:: Your instructions ::
What lines in this listing contain the string "linecap"? Report each one by copying it.

:: Task input ::
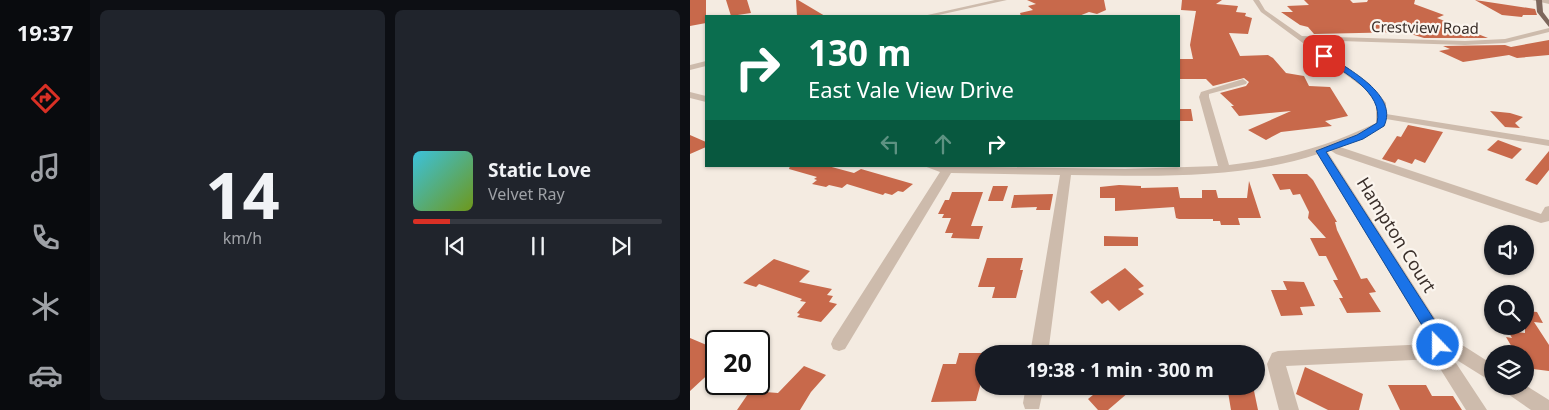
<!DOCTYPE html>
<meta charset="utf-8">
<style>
:root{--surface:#171b24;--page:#20242c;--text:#f1f3f6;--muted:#9ea1a6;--line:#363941;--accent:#d93025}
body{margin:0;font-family:"Noto Sans",sans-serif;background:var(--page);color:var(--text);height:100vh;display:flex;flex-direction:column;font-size:19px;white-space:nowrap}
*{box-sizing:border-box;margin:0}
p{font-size:16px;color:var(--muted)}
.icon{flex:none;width:28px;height:28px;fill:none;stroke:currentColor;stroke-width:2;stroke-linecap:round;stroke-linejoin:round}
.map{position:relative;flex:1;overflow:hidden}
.side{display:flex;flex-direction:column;gap:10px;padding:10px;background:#0d0f14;width:600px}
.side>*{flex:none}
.banner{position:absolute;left:15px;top:15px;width:475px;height:152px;border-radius:0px;box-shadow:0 1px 4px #0004;background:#0b6e4f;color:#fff;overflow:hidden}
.fabs{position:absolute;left:794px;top:225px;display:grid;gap:10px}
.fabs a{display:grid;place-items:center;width:50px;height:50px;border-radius:50%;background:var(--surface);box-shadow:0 1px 4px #0004;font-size:25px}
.speed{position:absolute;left:15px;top:330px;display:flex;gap:10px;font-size:25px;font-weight:700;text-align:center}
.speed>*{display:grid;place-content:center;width:65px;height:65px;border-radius:50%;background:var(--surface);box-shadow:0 1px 4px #0004;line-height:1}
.speed .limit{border:2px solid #111;border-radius:8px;background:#fff;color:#111}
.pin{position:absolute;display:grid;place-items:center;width:42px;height:42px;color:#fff;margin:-21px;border-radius:10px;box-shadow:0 2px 8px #0006}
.me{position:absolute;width:55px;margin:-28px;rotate:338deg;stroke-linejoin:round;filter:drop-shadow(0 0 4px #0008)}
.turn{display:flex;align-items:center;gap:18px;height:105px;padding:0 20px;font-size:22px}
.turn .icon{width:65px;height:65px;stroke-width:2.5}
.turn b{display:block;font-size:35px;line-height:42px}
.lanes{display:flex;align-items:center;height:48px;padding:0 20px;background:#0003;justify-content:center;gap:25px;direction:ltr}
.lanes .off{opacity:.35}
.side .tile{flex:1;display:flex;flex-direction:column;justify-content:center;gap:8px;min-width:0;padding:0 18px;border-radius:8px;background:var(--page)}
.side .dial{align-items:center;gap:0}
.dial b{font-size:65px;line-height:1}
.song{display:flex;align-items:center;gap:15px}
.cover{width:60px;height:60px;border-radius:8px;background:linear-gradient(135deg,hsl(190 70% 55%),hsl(80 70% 35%))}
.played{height:5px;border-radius:2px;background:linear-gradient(90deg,var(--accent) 15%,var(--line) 15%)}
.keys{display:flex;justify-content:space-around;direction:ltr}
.side .tiles{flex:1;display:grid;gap:10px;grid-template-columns:repeat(2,1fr)}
.trip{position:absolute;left:285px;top:345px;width:290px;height:50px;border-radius:25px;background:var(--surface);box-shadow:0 1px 4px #0004;font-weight:700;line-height:50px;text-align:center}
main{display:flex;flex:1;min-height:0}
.tabs{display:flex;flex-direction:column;width:90px;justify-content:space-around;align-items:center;background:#090b0e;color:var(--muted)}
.tabs .icon{width:35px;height:35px}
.tabs .on{color:var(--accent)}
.tabs b{font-size:22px;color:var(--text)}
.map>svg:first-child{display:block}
.building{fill:#c8694b}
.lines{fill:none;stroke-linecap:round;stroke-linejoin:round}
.minor{fill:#cdbbac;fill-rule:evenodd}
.major{fill:#7d675c;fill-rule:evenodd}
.route{fill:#1a73e8;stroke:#114b97}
.labels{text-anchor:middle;stroke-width:4.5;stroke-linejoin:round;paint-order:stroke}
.far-street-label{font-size:15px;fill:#3b302b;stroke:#fbf5ee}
.street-label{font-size:18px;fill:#3b302b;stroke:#fbf5ee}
</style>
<main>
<nav class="tabs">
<b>19:37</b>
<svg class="icon on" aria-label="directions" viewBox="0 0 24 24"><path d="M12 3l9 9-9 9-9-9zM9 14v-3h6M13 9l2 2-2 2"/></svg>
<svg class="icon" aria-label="music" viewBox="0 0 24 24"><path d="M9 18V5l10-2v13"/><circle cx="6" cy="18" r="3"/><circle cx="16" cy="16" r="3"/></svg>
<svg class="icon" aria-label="phone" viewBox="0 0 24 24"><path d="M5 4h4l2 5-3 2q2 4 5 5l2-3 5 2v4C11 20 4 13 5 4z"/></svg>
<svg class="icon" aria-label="climate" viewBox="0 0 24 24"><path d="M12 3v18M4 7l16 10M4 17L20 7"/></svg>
<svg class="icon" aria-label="car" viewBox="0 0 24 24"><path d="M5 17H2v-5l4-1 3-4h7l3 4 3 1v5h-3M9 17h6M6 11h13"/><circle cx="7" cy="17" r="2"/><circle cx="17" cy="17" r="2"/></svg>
</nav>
<section class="side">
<div class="tiles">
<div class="tile dial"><b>14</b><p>km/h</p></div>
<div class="tile">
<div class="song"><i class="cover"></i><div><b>Static Love</b><p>Velvet Ray</p></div></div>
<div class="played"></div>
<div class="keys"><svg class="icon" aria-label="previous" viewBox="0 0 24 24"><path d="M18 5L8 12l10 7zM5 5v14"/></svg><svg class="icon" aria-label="pause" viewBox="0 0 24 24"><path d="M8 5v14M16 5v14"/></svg><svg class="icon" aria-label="next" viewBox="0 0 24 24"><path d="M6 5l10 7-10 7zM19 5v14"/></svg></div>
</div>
</div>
</section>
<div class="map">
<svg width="859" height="410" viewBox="0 0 859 410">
<rect width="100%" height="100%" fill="#f4ebe1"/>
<path class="building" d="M0,0H16V23L0,26Z
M36,0H57L61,13L41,16Z
M106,0H108L135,16H107Z
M337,0H414L416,10L407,14L399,12L389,16H331L330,13L343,10L338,6L346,4Z
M492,0H532L526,4L548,6L546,12L556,13L555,16L562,18L558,34L539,33L550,56L578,55L583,58L596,73L614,76L619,86L640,87L658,116L635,121L642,126L591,132L576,140L558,130L601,111L549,116L541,106H544L530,93L556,86L559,82L554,78L523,86L516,79H489V59H503L500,45L506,11L491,10Z
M614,0H660L663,3L677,2L678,0H725L724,4L754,15L747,18L798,38H734L714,32L624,34L618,27L610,25L591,12H603L597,6L619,5Z
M785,0L845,9L847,15H833L832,17L812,15Z
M859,40V55L827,58L819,55L773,62L749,51L760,49L753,46L815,45L821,47Z
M489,109H501L503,121H489Z
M800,111L820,113L833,117L825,123L830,128L815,127Z
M718,125L753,132L735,163L725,159L722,164L708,159L705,163L692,159L707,136L711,137Z
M0,135L16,142V147L0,154Z
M808,140L832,149L822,159L797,150Z
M859,151V170L847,185L835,180Z
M100,166H138L164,173L171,169L223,184L213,192L208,191L202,195L195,193L193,195L157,184L152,188L139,185L136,187L122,184L127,180L124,179L127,177L99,169Z
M582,174H617L623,180L647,222H645L647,230L671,279L677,278L686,292L679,293L691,312L657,313L649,298H653L643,280H648L636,256H629L620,238H636L618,218L619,212L610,194L603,195L600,189L590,190Z
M559,181L571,218H548L550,225H531L530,221H523V219H489L486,218L484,207L425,211V198H410V187L429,185L451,186V188L488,187L490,198H512V190H526L528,198H557Z
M303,186H318L313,201H298Z
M262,192H293L281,226H293L289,239L261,238L263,233H255L261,218H252L254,214H248L255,200H259Z
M363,194L360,210H346L347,207L321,208L324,195Z
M414,236L448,237V246H414Z
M297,258H333L330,270H333L326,298H302L305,287H288Z
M84,259L120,271L109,282L142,289L137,295L143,296L139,302L147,304L131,322L107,317L110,314L107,313L116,302L110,301L112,299L69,284L66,287L53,283Z
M435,268L454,286L448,289L454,294L429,311L418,300L412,304L400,292Z
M593,281L614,282L625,306L610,307L613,315L591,316L581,290H597Z
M835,308L837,311L847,312L853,323L844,322L859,345V371L835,368V354H826L816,337L822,338L818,331L835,333Z
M0,338L26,349V367L0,391Z
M269,353H294V379H292L286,401L241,402L253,364H266Z
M114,366L136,375L121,392L110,410H47L60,391L88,393Z
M615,367L673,394L669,410H638L606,394Z
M698,385H736L742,396H763L772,410H710Z
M414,386H446L418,410H408L398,399Z
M537,386H563L568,410H541Z"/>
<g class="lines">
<path class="minor" d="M305,0H317L244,16H233Z
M563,0H569L575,10L612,36L775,41L815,39L859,28V32L815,43L775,45L619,40L680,84L696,103V114L859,140V146L696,119L695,126L650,147L851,214L855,207L859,206V221L851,223L646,154L640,150L637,151L755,334L802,364V382L762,357L797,410H776L744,359L596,366L609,410H589L577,364L582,353L588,351L740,344L741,341L628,154C549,180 463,176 381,175L358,354H340L370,175L261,173L155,349L149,351L143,349L141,344L143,339L250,172L234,166L435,169L528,166L509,97L511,92L553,79L557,82L556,84L519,94V97L539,165C595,158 636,147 686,123V103L674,88L571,12Z
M842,0H859V4Z
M16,61V66L0,70V65Z
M0,92L16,96V102L0,98Z
M835,385L859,400V410H841L815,392L812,386Z
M336,386H354L349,409H335L333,403Z"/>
<path class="major" d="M846,0H852L853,12L859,20V27L847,12Z"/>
</g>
<path class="route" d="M632,55H637C658,69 709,95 694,126L673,139L636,152L754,335L757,339L753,350L748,352L742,350L740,345L741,340L626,151L667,135L687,123C694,91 653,73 632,57Z"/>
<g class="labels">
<g class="far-street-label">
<text transform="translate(735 28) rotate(1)" y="5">Crestview Road</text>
</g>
<g class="street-label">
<text transform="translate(706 235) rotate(58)" y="6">Hampton Court</text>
</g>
</g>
</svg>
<div class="fabs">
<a><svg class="icon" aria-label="sound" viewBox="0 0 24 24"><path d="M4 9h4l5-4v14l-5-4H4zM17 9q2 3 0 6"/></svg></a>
<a><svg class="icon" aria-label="search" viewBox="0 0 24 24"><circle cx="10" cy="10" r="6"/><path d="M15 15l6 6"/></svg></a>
<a><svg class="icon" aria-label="layers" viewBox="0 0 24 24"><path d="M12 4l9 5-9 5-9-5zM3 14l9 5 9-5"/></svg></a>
</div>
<div class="speed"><div class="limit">20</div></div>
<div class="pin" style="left:634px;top:56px;background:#d93025"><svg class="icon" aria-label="arrive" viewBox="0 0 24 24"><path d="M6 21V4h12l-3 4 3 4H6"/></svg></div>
<svg class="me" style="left:748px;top:345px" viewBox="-20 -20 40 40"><circle r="17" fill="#1a73e8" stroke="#fff" stroke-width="3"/><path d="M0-11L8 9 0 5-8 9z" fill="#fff"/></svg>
<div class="trip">19:38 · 1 min · 300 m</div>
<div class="banner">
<div class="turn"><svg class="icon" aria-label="right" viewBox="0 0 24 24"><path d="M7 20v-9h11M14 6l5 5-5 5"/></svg><div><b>130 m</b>East Vale View Drive</div></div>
<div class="lanes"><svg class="icon off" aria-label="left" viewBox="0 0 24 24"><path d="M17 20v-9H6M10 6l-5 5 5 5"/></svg><svg class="icon off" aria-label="ahead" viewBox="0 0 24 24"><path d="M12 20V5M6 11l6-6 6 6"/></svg><svg class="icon" aria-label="right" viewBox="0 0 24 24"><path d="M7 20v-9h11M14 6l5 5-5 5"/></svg></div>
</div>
</div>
</main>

:: Answer section ::
.icon{flex:none;width:28px;height:28px;fill:none;stroke:currentColor;stroke-width:2;stroke-linecap:round;stroke-linejoin:round}
.lines{fill:none;stroke-linecap:round;stroke-linejoin:round}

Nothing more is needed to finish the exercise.